Madame Desrosiers stepped from the old-fashioned car. If she had things her way, she would have taken a carriage to the gates. Alas, carriages were sadly outmoded and not easily found in Japan -- of all places -- and thus she had to make do with an aged limousine. While she could easily afford one of the newer, sleeker models and their unnecessary amenities, she preferred the simple, classic, and antiquated. It was a result of life in a mansion saturated with centuries of history.
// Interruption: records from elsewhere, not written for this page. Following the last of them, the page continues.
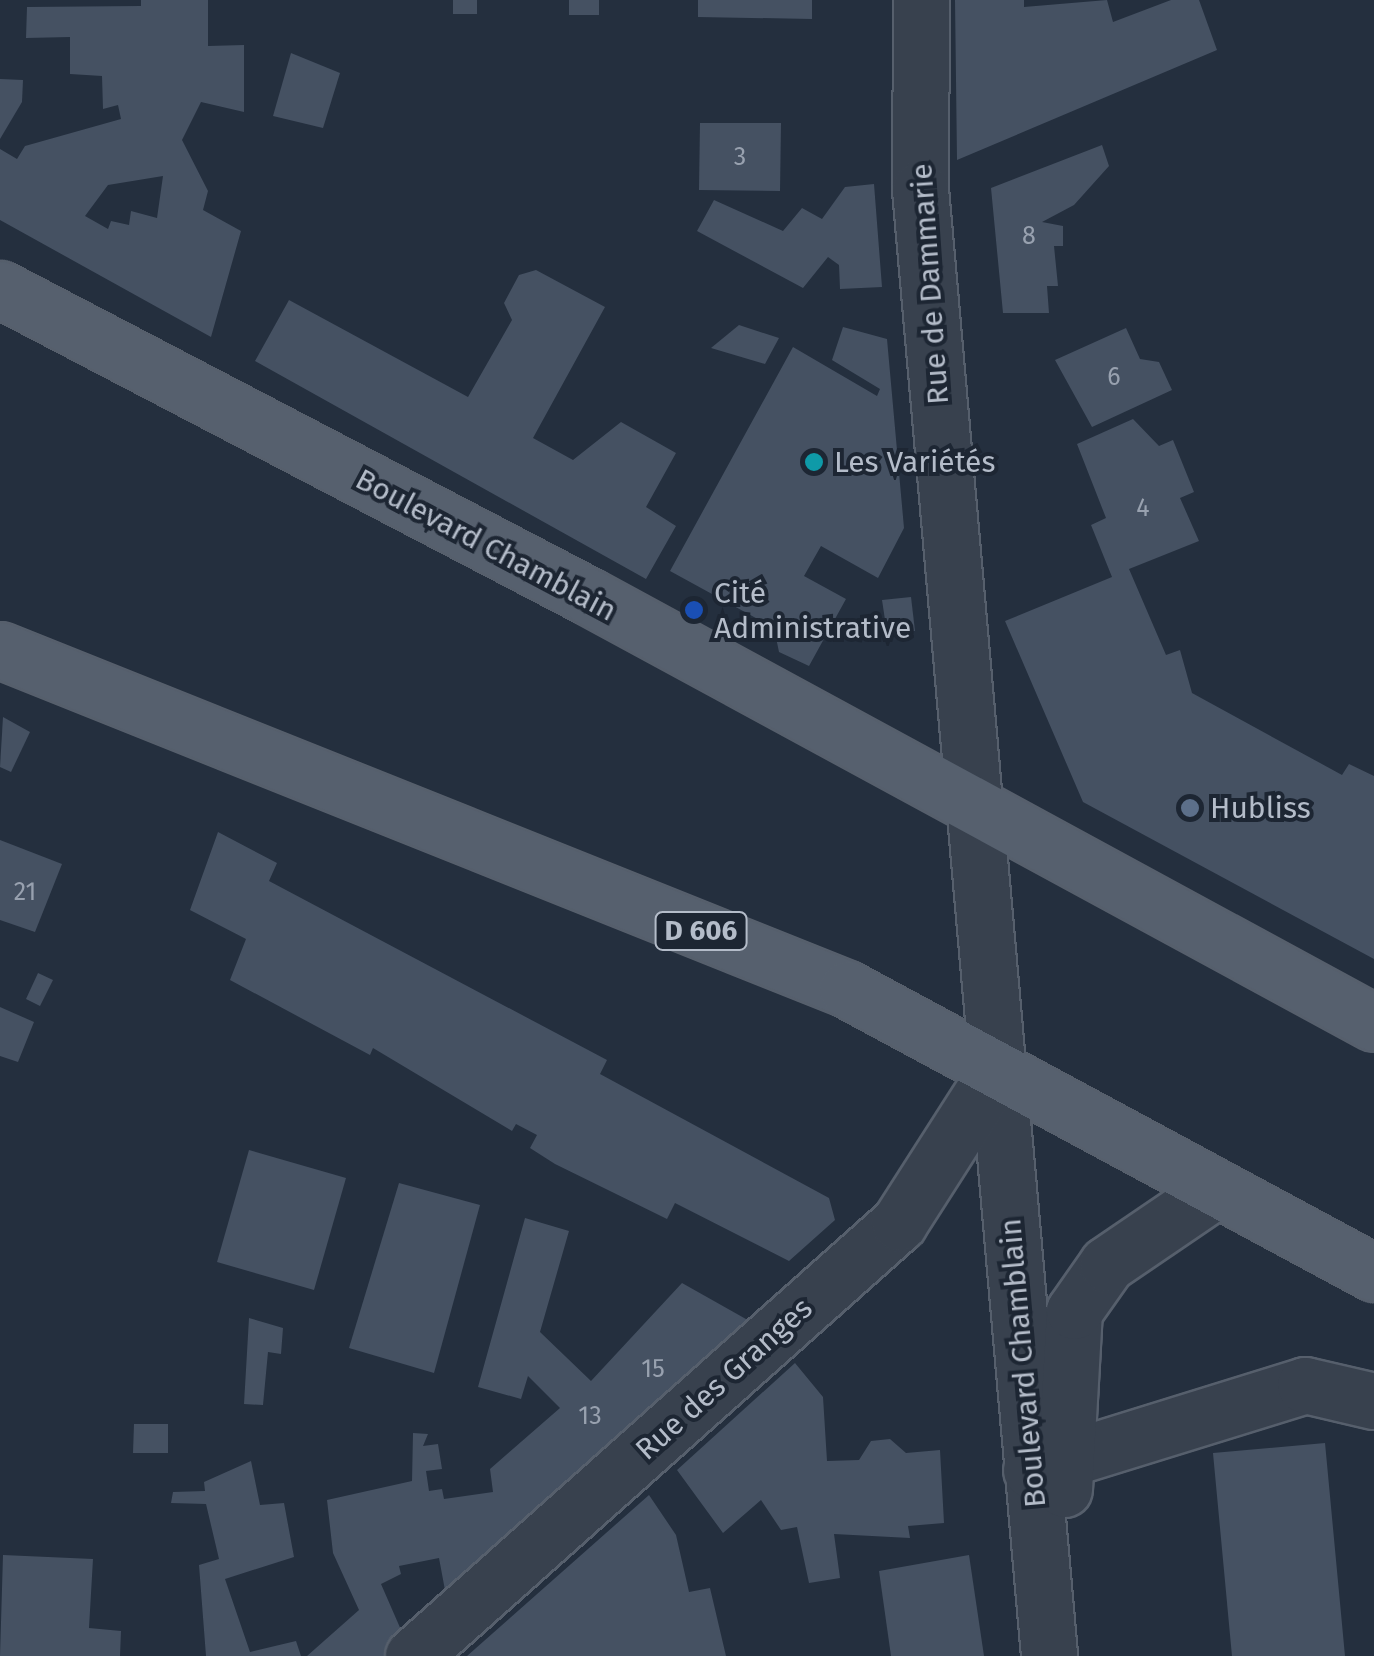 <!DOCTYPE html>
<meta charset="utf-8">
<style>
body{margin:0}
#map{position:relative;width:1374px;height:1656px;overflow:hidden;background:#242f3e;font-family:"Fira Sans",sans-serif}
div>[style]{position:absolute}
.building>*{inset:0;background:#455162}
.roads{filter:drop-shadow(2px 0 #565f6c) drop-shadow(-2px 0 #565f6c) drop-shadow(0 2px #565f6c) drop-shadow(0 -2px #565f6c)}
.minor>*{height:55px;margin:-27.5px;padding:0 27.5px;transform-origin:27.5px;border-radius:27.5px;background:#38414e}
.major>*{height:55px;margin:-27.5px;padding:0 27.5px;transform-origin:27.5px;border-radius:27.5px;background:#56606e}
.dots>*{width:28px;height:28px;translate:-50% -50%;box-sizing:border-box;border:5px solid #1d2633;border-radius:50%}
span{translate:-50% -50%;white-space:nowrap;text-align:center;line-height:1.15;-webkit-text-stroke:8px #1d2633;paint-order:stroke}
.number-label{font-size:25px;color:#98a1af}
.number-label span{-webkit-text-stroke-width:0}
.shield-label span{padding:2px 8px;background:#1d2633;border:2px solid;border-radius:8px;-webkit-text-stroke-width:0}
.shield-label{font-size:28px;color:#b4bcc9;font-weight:700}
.street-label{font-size:30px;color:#b4bcc9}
.poi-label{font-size:30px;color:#b4bcc9}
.left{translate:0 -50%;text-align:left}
</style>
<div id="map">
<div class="building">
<div style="clip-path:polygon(evenodd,141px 0,208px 0,208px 46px,244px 45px,244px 112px,201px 102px,182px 140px,208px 191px,203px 210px,241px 231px,211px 337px,0 220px,0 149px,17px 159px,25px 146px,121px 119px,118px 105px,103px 109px,102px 76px,70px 74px,70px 37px,26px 38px,27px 7px,141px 6px,141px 0,163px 176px,157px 218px,131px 211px,129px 225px,111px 221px,108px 229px,85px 216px,108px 185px,163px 176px)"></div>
<div style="clip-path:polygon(453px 0,477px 0,477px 14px,453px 14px)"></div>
<div style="clip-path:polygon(569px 0,599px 0,599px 15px,569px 15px)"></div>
<div style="clip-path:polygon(698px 0,812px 0,812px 19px,698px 17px)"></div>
<div style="clip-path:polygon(955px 0,1024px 0,1024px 7px,1107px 0,1113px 22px,1171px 0,1199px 0,1217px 50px,957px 160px)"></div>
<div style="clip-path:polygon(291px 53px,340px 73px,323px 128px,273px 116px)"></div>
<div style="clip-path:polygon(0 79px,23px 80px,22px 102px,0 139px)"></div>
<div style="clip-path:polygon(700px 123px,781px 123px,780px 191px,699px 190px)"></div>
<div style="clip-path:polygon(1102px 145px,1109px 166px,1074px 205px,1042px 222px,1063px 226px,1063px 246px,1054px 246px,1058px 286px,1047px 286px,1049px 313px,1003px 313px,991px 188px)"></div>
<div style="clip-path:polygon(874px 184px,882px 287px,840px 289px,839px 265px,828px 257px,803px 288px,697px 231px,714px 200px,783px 231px,802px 208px,822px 219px,845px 187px)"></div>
<div style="clip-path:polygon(536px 270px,605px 307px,533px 438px,573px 460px,621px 422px,676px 453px,646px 507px,676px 526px,646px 579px,255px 361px,289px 300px,468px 397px,512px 320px,504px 303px,519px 275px)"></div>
<div style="clip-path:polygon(739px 325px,779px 338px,765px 364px,711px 348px)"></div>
<div style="clip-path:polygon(843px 327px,887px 339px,904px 528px,878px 578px,821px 546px,804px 576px,846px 599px,809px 666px,779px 652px,774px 628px,670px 571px,793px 347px,877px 396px,880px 389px,832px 360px)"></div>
<div style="clip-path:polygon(1126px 328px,1140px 359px,1159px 362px,1172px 390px,1092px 427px,1055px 360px)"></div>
<div style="clip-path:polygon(1133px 419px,1159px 446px,1173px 440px,1194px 492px,1180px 498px,1199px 541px,1129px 569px,1166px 655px,1180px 650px,1192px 693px,1342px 775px,1349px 764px,1374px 776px,1374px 959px,1083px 802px,1005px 621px,1112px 577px,1091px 525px,1106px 518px,1077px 444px)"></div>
<div style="clip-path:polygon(911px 597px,915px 631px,887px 633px,882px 600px)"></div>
<div style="clip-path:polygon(3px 717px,30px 732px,11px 772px,0 767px)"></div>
<div style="clip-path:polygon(218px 832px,277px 863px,269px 881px,607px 1060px,600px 1074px,829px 1198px,835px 1220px,789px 1261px,675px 1203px,667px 1219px,555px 1164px,530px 1148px,537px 1135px,516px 1124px,512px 1131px,373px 1048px,370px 1055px,230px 980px,246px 939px,190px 910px)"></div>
<div style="clip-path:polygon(0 840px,62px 864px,35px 932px,0 920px)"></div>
<div style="clip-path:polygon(38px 973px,53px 980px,40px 1006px,26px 999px)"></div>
<div style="clip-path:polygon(0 1007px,34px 1022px,18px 1062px,0 1056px)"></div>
<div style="clip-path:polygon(249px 1150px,346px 1178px,314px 1290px,217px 1262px)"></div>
<div style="clip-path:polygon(399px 1183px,480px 1205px,434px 1373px,349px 1348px)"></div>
<div style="clip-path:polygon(525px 1218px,569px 1231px,540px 1332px,591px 1381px,682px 1283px,753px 1323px,447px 1601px,439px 1558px,399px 1566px,401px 1574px,381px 1584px,405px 1639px,386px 1656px,307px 1656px,359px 1610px,333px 1553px,327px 1500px,412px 1481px,413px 1433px,428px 1434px,423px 1446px,438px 1444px,442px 1469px,426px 1471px,429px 1491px,442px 1489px,444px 1499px,493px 1492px,490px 1469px,560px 1408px,528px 1376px,521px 1399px,478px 1387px)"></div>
<div style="clip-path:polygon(249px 1318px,283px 1328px,281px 1354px,268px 1352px,263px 1405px,244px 1404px)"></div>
<div style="clip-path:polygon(795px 1363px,823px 1397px,827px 1461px,859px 1460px,871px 1441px,890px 1439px,906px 1453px,940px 1450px,944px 1523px,908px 1526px,910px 1538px,834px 1534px,840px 1578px,809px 1583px,797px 1527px,781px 1530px,761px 1500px,723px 1533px,677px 1470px)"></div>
<div style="clip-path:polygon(134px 1424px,168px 1424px,168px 1453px,133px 1453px)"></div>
<div style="clip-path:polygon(1325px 1443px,1345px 1656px,1232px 1656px,1213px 1453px)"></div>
<div style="clip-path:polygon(251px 1461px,260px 1505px,284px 1503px,294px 1557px,225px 1579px,250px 1652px,296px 1641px,301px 1656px,206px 1656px,199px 1565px,219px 1559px,206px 1504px,171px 1503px,173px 1492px,205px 1491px,204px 1482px)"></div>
<div style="clip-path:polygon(649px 1495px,676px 1535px,689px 1592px,710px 1588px,726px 1656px,467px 1656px)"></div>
<div style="clip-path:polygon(3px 1555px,93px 1559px,89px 1628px,121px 1631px,120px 1656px,0 1656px)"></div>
<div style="clip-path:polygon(969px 1555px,984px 1656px,891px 1656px,879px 1571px)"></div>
</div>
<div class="roads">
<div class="minor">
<div style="left:921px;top:0;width:189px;rotate:90.3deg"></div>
<div style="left:920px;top:189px;width:1473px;rotate:84.97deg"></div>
<div style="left:1031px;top:1470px;width:287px;rotate:-17.2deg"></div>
<div style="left:1305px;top:1385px;width:71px;rotate:13.1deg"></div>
<div style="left:1064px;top:1489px;width:178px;rotate:-86.8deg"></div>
<div style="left:1074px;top:1311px;width:57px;rotate:-54.9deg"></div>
<div style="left:1107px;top:1264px;width:132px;rotate:-34.2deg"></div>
<div style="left:413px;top:1656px;width:651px;rotate:-41.7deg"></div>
<div style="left:899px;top:1223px;width:182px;rotate:-57.4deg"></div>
</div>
<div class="major">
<div style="left:0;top:289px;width:663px;rotate:27.57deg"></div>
<div style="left:588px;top:596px;width:894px;rotate:28.51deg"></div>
<div style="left:0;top:650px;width:912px;rotate:21.81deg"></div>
<div style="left:847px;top:989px;width:599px;rotate:28.32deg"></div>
</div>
</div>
<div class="dots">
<div style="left:814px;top:462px;background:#0f9aa8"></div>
<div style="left:694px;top:610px;background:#1a4fb4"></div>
<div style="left:1190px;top:808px;background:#5c6f8a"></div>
</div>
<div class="number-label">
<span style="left:740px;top:157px">3</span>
<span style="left:1029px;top:236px">8</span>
<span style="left:1114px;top:377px">6</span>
<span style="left:1143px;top:508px">4</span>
<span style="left:25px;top:892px">21</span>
<span style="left:653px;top:1369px">15</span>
<span style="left:590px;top:1416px">13</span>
</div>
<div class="shield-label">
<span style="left:701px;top:931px">D 606</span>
</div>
<div class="street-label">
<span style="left:930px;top:284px;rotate:-94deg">Rue de Dammarie</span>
<span style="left:486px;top:545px;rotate:28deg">Boulevard Chamblain</span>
<span style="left:1023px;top:1363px;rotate:-95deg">Boulevard Chamblain</span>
<span style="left:724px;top:1379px;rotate:-42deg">Rue des Granges</span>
</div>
<div class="poi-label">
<span class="left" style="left:834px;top:462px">Les Variétés</span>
<span class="left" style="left:714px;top:610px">Cité<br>Administrative</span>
<span class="left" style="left:1210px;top:808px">Hubliss</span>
</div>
</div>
Slow, stately steps took her to and through the iron gates that marked the boundaries of the Academy. Once she was inside, she paused and took a deep breath, as if the air inside was different from the air outside the gates. Deep purple eyes, overshadowed by languid eyelashes, took in the scene before her. Several Night Class students could be seen making their way across the grounds, and while they looked at her with curiosity, she did not spare them a glance of recognition. If they truly wished acquaintance, they could seek it themselves. If they were worth of acquaintance, she would find them out herself in the near future.
Her gloved hands primly gathered before her, she walked towards a tree and stood in its shade, as if to seek shielding against the moonlight. Her violet pumps rested delicately on the soft grass, ready to sink in during a moment of negligence. In truth, she was keenly observing the group of students who seemed to be taking an outdoor class. Painting, it seemed, the flowers at the entrance to the gardens.
'This Academy wastes precious time on worthless pursuits.' was the first judgment she made. Her impassive face an alabaster mask of polite disinterest, she moved her gaze elsewhere in search for more interesting subjects.